### WHAT NEEDS TO BE DONE
Within the entries below, the lines from the one with "M538,631L590,641L580,695L528,686Z" through the one with "M580,295L590,311" are to be set down exactly, both ends kept.

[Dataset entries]
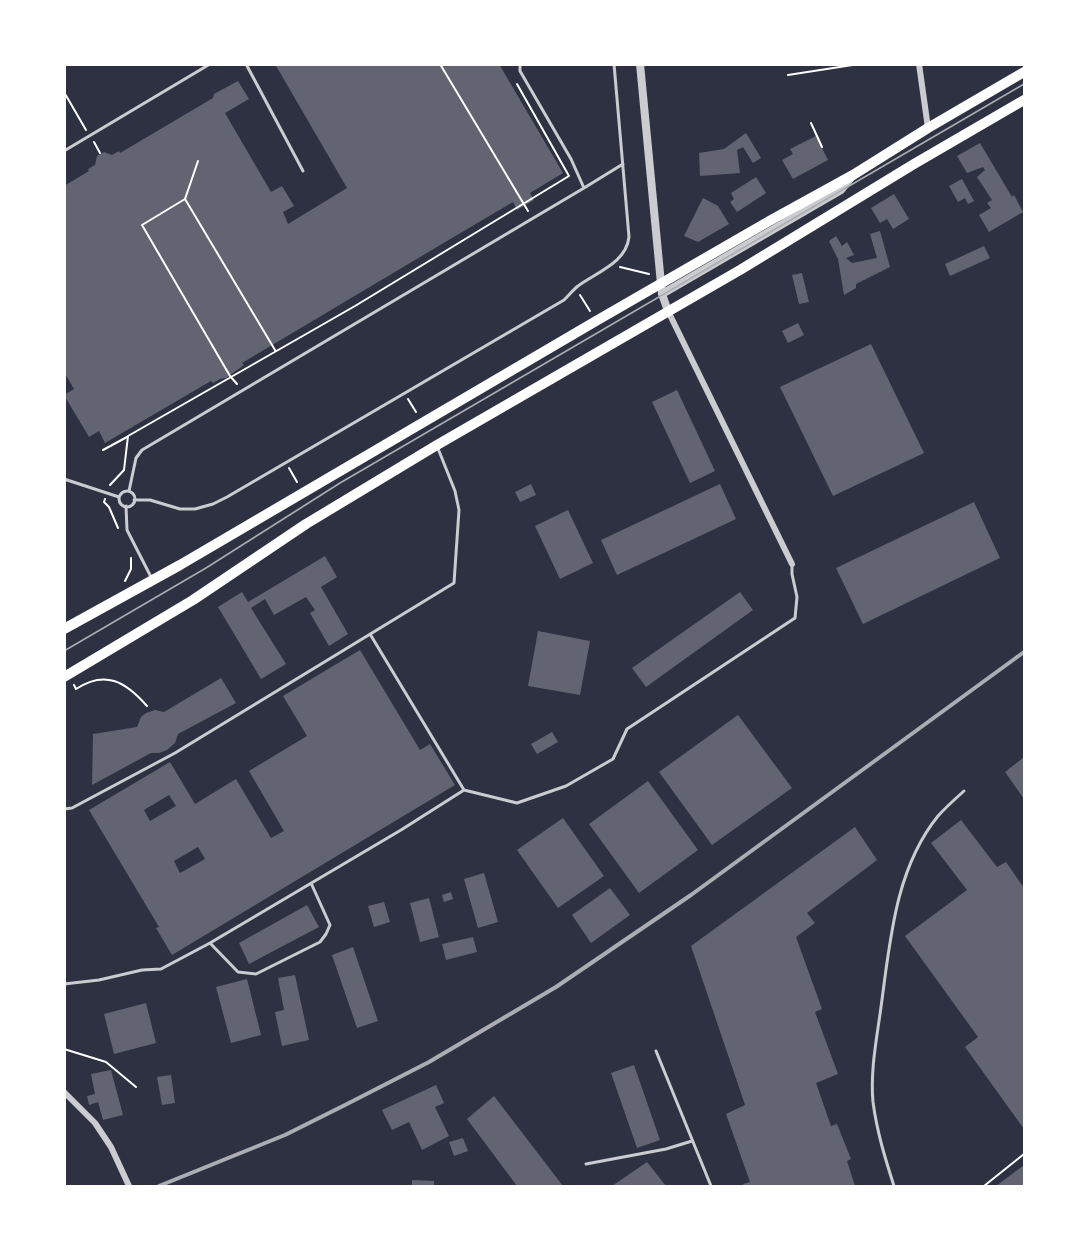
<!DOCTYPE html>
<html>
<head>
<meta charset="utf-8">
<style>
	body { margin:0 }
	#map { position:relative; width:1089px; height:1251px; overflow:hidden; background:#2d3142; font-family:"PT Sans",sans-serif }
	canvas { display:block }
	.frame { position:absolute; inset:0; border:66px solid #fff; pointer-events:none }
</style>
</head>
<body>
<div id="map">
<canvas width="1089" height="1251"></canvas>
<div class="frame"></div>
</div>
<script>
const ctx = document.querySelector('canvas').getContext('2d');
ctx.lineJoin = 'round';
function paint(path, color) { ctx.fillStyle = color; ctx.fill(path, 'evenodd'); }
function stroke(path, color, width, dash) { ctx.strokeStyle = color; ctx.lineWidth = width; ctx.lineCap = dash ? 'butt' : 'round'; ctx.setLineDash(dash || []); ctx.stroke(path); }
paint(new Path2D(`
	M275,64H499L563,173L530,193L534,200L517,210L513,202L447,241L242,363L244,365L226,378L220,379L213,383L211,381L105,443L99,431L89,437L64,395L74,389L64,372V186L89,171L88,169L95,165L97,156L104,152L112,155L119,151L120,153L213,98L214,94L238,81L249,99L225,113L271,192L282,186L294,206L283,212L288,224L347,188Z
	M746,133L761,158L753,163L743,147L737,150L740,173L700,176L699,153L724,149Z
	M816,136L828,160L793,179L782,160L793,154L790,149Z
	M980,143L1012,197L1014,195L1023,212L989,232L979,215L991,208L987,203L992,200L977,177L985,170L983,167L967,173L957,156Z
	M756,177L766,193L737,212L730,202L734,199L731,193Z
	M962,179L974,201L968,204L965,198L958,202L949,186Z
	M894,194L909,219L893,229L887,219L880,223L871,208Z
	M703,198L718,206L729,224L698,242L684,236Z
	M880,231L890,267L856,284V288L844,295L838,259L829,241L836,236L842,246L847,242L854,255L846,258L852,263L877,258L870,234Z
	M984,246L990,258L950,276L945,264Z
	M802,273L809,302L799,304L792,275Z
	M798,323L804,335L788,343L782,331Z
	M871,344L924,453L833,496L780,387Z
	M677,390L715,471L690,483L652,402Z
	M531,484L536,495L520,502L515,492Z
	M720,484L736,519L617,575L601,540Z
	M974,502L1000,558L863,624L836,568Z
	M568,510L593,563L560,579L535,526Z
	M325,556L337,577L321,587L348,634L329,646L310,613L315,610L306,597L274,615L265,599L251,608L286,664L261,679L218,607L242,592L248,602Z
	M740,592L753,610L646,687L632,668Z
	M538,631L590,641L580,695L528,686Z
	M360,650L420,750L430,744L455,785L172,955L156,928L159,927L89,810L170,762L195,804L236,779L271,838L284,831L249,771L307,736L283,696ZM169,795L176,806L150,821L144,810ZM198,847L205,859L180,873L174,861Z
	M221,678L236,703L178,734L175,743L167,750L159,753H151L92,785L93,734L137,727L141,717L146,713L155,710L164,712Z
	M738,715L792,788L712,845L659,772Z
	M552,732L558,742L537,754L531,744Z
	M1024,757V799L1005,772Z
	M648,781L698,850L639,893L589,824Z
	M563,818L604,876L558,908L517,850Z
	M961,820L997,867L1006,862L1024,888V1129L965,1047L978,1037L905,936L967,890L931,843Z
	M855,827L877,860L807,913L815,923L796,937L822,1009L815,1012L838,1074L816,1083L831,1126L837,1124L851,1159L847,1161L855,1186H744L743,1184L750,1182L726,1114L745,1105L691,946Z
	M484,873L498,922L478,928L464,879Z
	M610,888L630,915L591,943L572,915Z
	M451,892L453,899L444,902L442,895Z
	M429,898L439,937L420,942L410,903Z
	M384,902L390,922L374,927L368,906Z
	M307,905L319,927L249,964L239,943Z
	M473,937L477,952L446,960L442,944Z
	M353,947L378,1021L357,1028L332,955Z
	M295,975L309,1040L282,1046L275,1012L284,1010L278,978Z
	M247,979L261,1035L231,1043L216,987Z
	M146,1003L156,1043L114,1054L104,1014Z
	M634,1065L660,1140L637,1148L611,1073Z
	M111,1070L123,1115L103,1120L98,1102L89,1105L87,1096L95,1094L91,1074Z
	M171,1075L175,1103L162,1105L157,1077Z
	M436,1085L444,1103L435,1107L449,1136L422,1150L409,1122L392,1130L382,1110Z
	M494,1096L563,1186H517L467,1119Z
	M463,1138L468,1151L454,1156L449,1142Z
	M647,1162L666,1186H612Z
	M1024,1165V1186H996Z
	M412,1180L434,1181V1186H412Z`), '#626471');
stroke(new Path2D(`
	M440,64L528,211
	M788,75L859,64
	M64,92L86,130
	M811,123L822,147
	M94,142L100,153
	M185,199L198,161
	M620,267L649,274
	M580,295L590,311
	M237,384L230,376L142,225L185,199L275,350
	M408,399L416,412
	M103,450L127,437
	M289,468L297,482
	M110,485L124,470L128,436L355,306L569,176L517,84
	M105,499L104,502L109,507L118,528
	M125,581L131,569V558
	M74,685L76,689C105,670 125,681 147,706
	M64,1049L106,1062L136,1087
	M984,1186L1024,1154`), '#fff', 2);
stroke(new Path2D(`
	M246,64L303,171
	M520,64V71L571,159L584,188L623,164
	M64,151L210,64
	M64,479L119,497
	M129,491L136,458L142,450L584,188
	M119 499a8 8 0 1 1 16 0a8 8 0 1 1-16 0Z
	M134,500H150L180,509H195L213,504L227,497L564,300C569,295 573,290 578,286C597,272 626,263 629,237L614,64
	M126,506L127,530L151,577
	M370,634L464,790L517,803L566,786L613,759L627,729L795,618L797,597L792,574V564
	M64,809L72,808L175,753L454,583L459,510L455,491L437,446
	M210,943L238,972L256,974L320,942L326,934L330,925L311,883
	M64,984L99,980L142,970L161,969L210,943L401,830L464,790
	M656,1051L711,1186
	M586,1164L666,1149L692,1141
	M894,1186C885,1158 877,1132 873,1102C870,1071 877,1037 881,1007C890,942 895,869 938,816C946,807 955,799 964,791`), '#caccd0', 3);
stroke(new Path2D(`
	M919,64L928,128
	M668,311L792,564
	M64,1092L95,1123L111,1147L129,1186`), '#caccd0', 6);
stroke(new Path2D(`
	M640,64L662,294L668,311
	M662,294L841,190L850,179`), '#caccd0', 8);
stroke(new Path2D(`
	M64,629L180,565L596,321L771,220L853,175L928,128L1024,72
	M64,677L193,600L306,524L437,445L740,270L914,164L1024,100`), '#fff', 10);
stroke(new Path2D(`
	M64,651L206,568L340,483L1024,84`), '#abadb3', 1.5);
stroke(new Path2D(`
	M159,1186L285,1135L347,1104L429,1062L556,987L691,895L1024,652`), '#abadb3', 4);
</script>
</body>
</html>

### TASK RESPONSE
	M538,631L590,641L580,695L528,686Z
	M360,650L420,750L430,744L455,785L172,955L156,928L159,927L89,810L170,762L195,804L236,779L271,838L284,831L249,771L307,736L283,696ZM169,795L176,806L150,821L144,810ZM198,847L205,859L180,873L174,861Z
	M221,678L236,703L178,734L175,743L167,750L159,753H151L92,785L93,734L137,727L141,717L146,713L155,710L164,712Z
	M738,715L792,788L712,845L659,772Z
	M552,732L558,742L537,754L531,744Z
	M1024,757V799L1005,772Z
	M648,781L698,850L639,893L589,824Z
	M563,818L604,876L558,908L517,850Z
	M961,820L997,867L1006,862L1024,888V1129L965,1047L978,1037L905,936L967,890L931,843Z
	M855,827L877,860L807,913L815,923L796,937L822,1009L815,1012L838,1074L816,1083L831,1126L837,1124L851,1159L847,1161L855,1186H744L743,1184L750,1182L726,1114L745,1105L691,946Z
	M484,873L498,922L478,928L464,879Z
	M610,888L630,915L591,943L572,915Z
	M451,892L453,899L444,902L442,895Z
	M429,898L439,937L420,942L410,903Z
	M384,902L390,922L374,927L368,906Z
	M307,905L319,927L249,964L239,943Z
	M473,937L477,952L446,960L442,944Z
	M353,947L378,1021L357,1028L332,955Z
	M295,975L309,1040L282,1046L275,1012L284,1010L278,978Z
	M247,979L261,1035L231,1043L216,987Z
	M146,1003L156,1043L114,1054L104,1014Z
	M634,1065L660,1140L637,1148L611,1073Z
	M111,1070L123,1115L103,1120L98,1102L89,1105L87,1096L95,1094L91,1074Z
	M171,1075L175,1103L162,1105L157,1077Z
	M436,1085L444,1103L435,1107L449,1136L422,1150L409,1122L392,1130L382,1110Z
	M494,1096L563,1186H517L467,1119Z
	M463,1138L468,1151L454,1156L449,1142Z
	M647,1162L666,1186H612Z
	M1024,1165V1186H996Z
	M412,1180L434,1181V1186H412Z`), '#626471');
stroke(new Path2D(`
	M440,64L528,211
	M788,75L859,64
	M64,92L86,130
	M811,123L822,147
	M94,142L100,153
	M185,199L198,161
	M620,267L649,274
	M580,295L590,311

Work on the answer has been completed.